Magazine France

Militaires en Afghanistan "On est tombé dans un piège"

Publié le 22 août 2008 par Olive
Selon des témoignages recueillis par Florence Aubenas, envoyée spéciale du Nouvel Observateur, les militaires français auraient pu être trahis par des Afghans avec qui ils travaillaient.

Peut-on dire que les soldats tués ou blessés dans l'embuscade étaient mal préparés ?
- Il s'agit de l'élite de l'armée française. Le 8e RPIMa est l'un des régiments les plus prestigieux. Rien ne permet de dire qu'ils étaient mal préparés. Ce dont il faut bien se rendre compte, c'est que nous n'avons pas une armée de guerre. C'est paradoxal mais la guerre n'est plus une des missions majeures de l'armée. Depuis la professionnalisation de l'armée, la France ne connait pas la guerre. Ce qui est certain c'est que si le 8e RPIMa n'est pas bien préparé, personne ne l'est.
En France, on s'est créé tout un imaginaire autour des soldats de 20 ans, "Avoir 20 ans dans les Aurès"… A la différence de cette époque là, où les soldats étaient envoyés malgré eux dans les conflits armés, aujourd'hui, on a une armée professionnelle.
Une erreur de commandement pourrait-elle être une des causes du bilan tragique ? Que pensez-vous de la thèse selon laquelle, parmi les 10 soldats français tués et les 21 blessés, certains pourraient avoir été victimes de frappes aériennes de l'Otan ?
- Je ne sais pas si c'est une erreur de commandement.

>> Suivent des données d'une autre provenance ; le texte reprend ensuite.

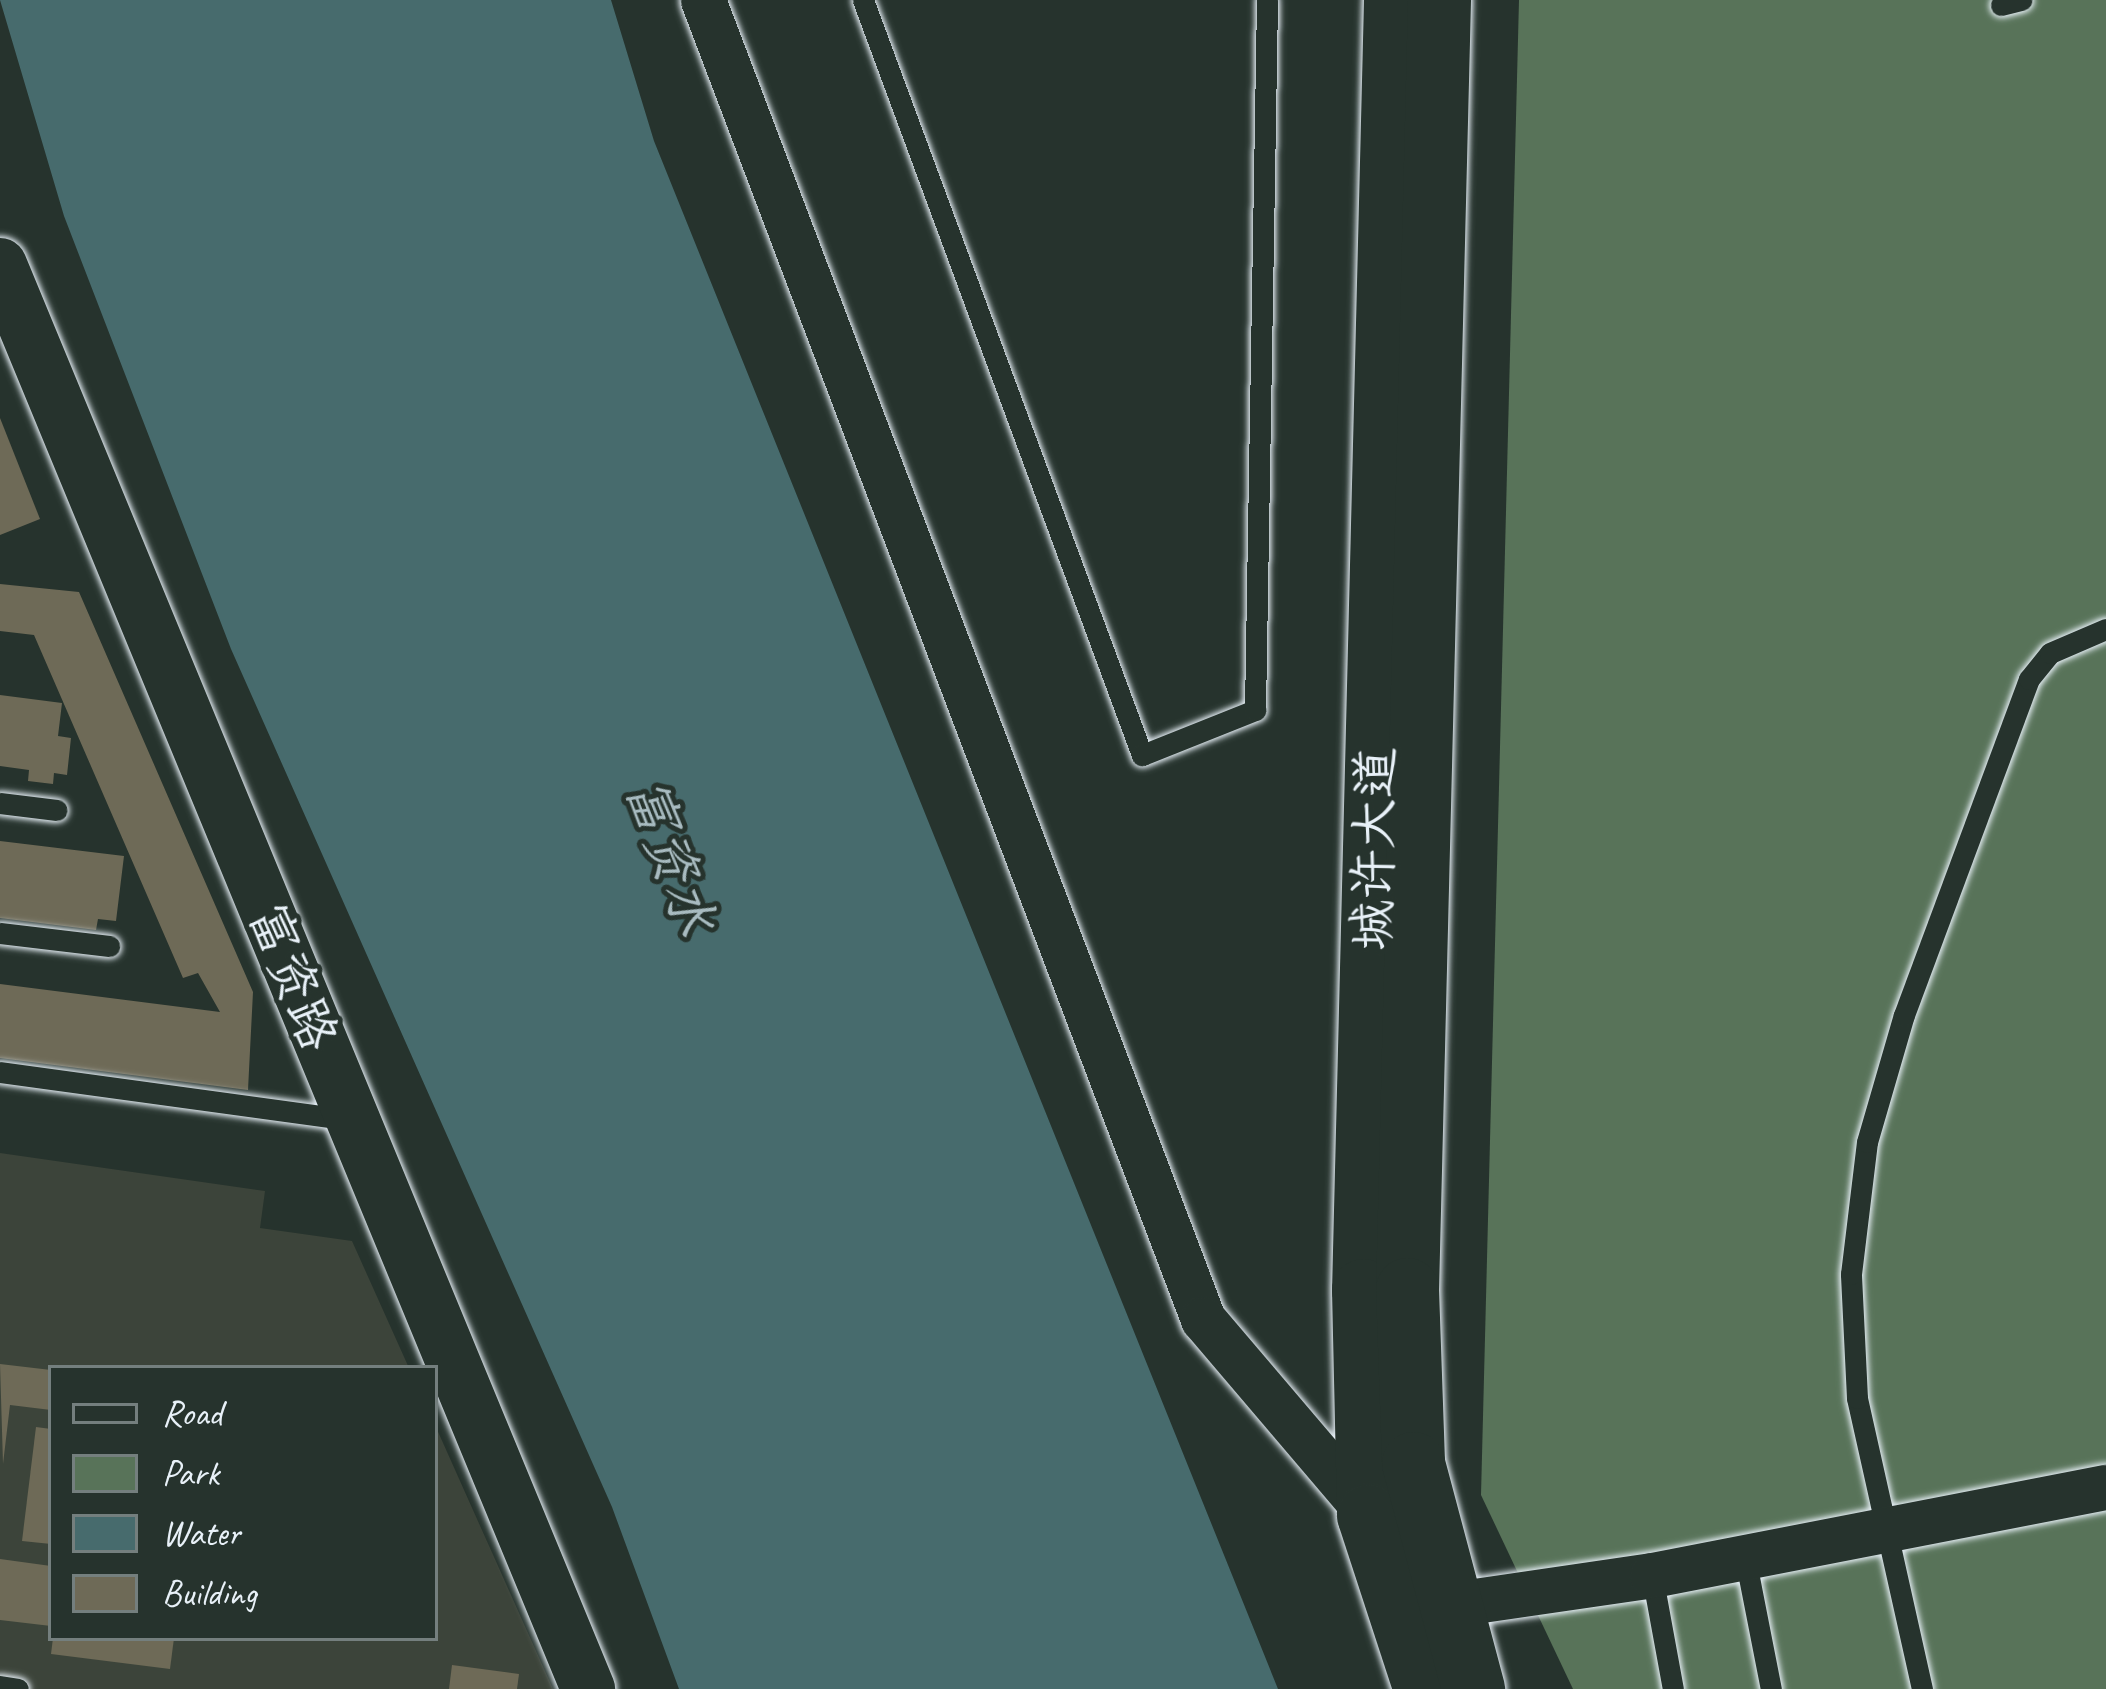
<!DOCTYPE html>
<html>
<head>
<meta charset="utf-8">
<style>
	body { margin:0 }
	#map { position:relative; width:2106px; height:1689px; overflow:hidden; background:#26332d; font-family:Caveat,"LXGW WenKai TC",sans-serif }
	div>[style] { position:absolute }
	.built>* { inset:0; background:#3c443a }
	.green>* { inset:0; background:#587359 }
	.water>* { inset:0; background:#476b6d }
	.building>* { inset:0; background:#6e6a57 }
	.roads { filter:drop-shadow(0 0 3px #e8f1f8) drop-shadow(0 0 3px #e8f1f8) }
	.service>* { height:21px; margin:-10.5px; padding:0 10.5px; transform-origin:10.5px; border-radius:10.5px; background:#26332d }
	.minor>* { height:45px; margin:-22.5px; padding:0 22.5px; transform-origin:22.5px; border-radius:22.5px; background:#26332d }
	.tertiary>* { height:54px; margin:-27px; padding:0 27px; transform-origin:27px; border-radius:27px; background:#26332d }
	.secondary>* { height:63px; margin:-31.5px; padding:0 31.5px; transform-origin:31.5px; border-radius:31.5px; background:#26332d }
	span { translate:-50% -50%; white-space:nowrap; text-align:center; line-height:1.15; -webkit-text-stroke:10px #26332d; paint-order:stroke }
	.street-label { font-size:51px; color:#e8f1f8 }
	.water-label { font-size:54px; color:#a8bbc0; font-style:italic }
	.legend { position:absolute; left:48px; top:1365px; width:390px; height:276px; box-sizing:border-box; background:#26332d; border:3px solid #747f7e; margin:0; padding:15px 21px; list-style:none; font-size:36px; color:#e8f1f8 }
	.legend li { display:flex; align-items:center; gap:24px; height:60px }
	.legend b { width:60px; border:3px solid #747f7e }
</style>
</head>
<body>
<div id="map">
	<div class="built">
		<i style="clip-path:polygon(0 1153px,265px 1191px,260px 1228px,352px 1241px,409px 1368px,51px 1368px,51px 1638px,435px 1638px,435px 1425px,553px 1689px,0 1689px)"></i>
	</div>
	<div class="green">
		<i style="clip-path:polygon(1519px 0,2106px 0,2106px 1689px,1573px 1689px,1481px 1495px)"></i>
	</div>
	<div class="water">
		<i style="clip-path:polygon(0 0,611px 0,654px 141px,1278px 1689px,679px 1689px,612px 1507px,231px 649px,64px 216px)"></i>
	</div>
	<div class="building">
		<i style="clip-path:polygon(0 418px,40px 519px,0 535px)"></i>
		<i style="clip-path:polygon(0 584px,79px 592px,253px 992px,248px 1090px,0 1058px,0 984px,220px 1012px,198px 973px,183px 978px,34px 635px,0 631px)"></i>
		<i style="clip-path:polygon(0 695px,62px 703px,58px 736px,71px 738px,67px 775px,54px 773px,53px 784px,28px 781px,29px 770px,0 766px)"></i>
		<i style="clip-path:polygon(0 841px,124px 856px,116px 921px,98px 919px,96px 930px,0 918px)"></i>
		<i style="clip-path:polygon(0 1364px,51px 1370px,51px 1410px,10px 1405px,3px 1464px)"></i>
		<i style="clip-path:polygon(36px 1427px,51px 1429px,51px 1544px,22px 1541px)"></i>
		<i style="clip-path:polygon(0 1559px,51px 1566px,51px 1626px,0 1620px)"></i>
		<i style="clip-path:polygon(53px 1638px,174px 1638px,170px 1669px,51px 1654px)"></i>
		<i style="clip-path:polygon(452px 1665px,519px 1674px,517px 1689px,449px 1689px)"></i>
	</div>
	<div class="roads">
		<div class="service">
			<i style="left:863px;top:0;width:805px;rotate:69.72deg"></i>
			<i style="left:1142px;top:755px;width:122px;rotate:-21.7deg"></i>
			<i style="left:1255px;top:710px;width:710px;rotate:-89.03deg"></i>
			<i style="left:2001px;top:5px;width:21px;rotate:-14deg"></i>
			<i style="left:0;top:803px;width:57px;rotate:7deg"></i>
			<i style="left:0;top:933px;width:110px;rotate:6.8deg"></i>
			<i style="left:0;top:1072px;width:348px;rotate:7.8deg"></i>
			<i style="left:1745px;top:1557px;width:135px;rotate:78.9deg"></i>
			<i style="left:1652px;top:1575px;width:116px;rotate:79.6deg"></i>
			<i style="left:0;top:1686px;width:18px;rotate:9deg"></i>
			<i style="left:1922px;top:1689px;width:298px;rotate:-102.6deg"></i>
			<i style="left:1857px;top:1398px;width:124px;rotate:-92.8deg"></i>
			<i style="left:1851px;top:1274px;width:133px;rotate:-83.1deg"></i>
			<i style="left:1867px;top:1142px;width:132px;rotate:-73.8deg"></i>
			<i style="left:1904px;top:1015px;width:358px;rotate:-69.6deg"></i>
			<i style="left:2029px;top:679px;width:33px;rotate:-51deg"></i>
			<i style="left:2050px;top:653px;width:61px;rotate:-23.2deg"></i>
		</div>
		<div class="minor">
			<i style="left:703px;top:0;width:1411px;rotate:69.24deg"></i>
			<i style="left:1203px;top:1319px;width:265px;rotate:49.6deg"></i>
			<i style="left:1433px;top:1582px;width:30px;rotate:46deg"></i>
			<i style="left:1454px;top:1604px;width:200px;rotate:-8.3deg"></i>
			<i style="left:1652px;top:1575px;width:462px;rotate:-11deg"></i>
		</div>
		<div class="tertiary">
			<i style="left:0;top:265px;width:1541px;rotate:67.56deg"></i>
		</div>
		<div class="secondary">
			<i style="left:1395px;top:0;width:1290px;rotate:91.42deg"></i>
			<i style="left:1363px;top:1290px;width:225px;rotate:88.7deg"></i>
			<i style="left:1368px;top:1515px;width:183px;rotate:71.9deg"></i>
			<i style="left:1439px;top:0;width:1289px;rotate:91.42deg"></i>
			<i style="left:1407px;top:1289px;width:174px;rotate:88deg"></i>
			<i style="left:1413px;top:1463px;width:234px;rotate:75.1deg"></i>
		</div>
	</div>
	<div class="street-label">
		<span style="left:1374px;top:849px;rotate:-89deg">城许大道</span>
		<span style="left:293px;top:977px;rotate:68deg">富资路</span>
	</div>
	<div class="water-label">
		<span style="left:671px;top:856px;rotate:70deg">富资水</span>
	</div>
	<ul class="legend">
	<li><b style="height:15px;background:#26332d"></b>Road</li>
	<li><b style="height:33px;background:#587359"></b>Park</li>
	<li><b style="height:33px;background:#476b6d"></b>Water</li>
	<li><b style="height:33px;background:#6e6a57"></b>Building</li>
	</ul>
</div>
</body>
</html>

En Afghanistan, les Français étaient partisans de faire une armée de patrouille, proche de l'homme et des civils. L'armée française s'est attachée à cela. Les soldats sont tombés dans l'embuscade car ils étaient à pied. Jusqu'à présent, l'armée française a décrit cette stratégie comme sa force mais aujourd'hui, les insurgés ont profité de cette manière de faire.
Je ne pense pas que les militaires ont été victimes de frappes aériennes de l'Otan mais il faudra une enquête pour le déterminer avec certitude. J'étais à Kaboul, j'ai parlé avec beaucoup de soldats de plusieurs régiments, et ce n'est pas quelque chose qui m'a été raconté. Je n'ai aucun élément pour appuyer cette thèse, mais ça ne veut pas dire qu'elle est fausse. Le problème que les militaires ont eu avec l'aviation, c'est qu'elle n'a pas pu fonctionner, les soldats étaient trop près des insurgés.
Comment peut-on expliquer, alors, l'embuscade ?
- De nombreux soldats français, m'ont dit que l'embuscade a été préparée et qu'ils ont été trahis par des Afghans, avec qui ils travaillaient. Les villages semblaient avoir également fourni des informations sur leurs faits et gestes. Les soldats pensaient être dans un environnement sûr, et en réalité ça n'était pas le cas. Ils sont tous très amers autour de cette question. "On a été trahis, on est tombé dans un piège", m'ont-ils dit.
Interview de Florence Aubenas, par Emilie Jardin
(le jeudi 21 août 2008)
__________________________________________________________________________________________________________

Double embuscade des talibans

Selon des témoignages de militaires ayant participé aux combats qui ont fait dix morts dans les rangs français en Afghanistan, et publiés vendredi 22 août dans La Nouvelle République, les talibans ont attaqué simultanément les éléments de tête et la colonne de véhicules restés plus bas.
"On est arrivés sur place vers 13h00", a expliqué le sergent Romain, 23 ans, "à proximité d'un village où nous avons laissé nos quatre véhicules et huit paras tandis que les vingt-trois autres poursuivaient à pied vers le col".
"On était presque au col, vers 14h00, quand ça a commencé à tirer de partout; on s'est dispersés, mais les abris étaient rares", a précisé le caporal-chef Heimata, 25 ans.
Le Figaro confirme cette version des faits et a reconstitué, dans son édition de vendredi, la chronologie de l'attaque. Il y est précisé que les talibans ont "encerclé et immédiatement frappé la section arrière pour empêcher qu'elle puisse porter secours à l'avant".
Selon le quotidien et les propos du 1ère classe Philippe à La Nouvelle République, "les talibans ont aussi délibérément visé" le chef de groupe et la radio, ce qui explique pourquoi les communications ont été coupées.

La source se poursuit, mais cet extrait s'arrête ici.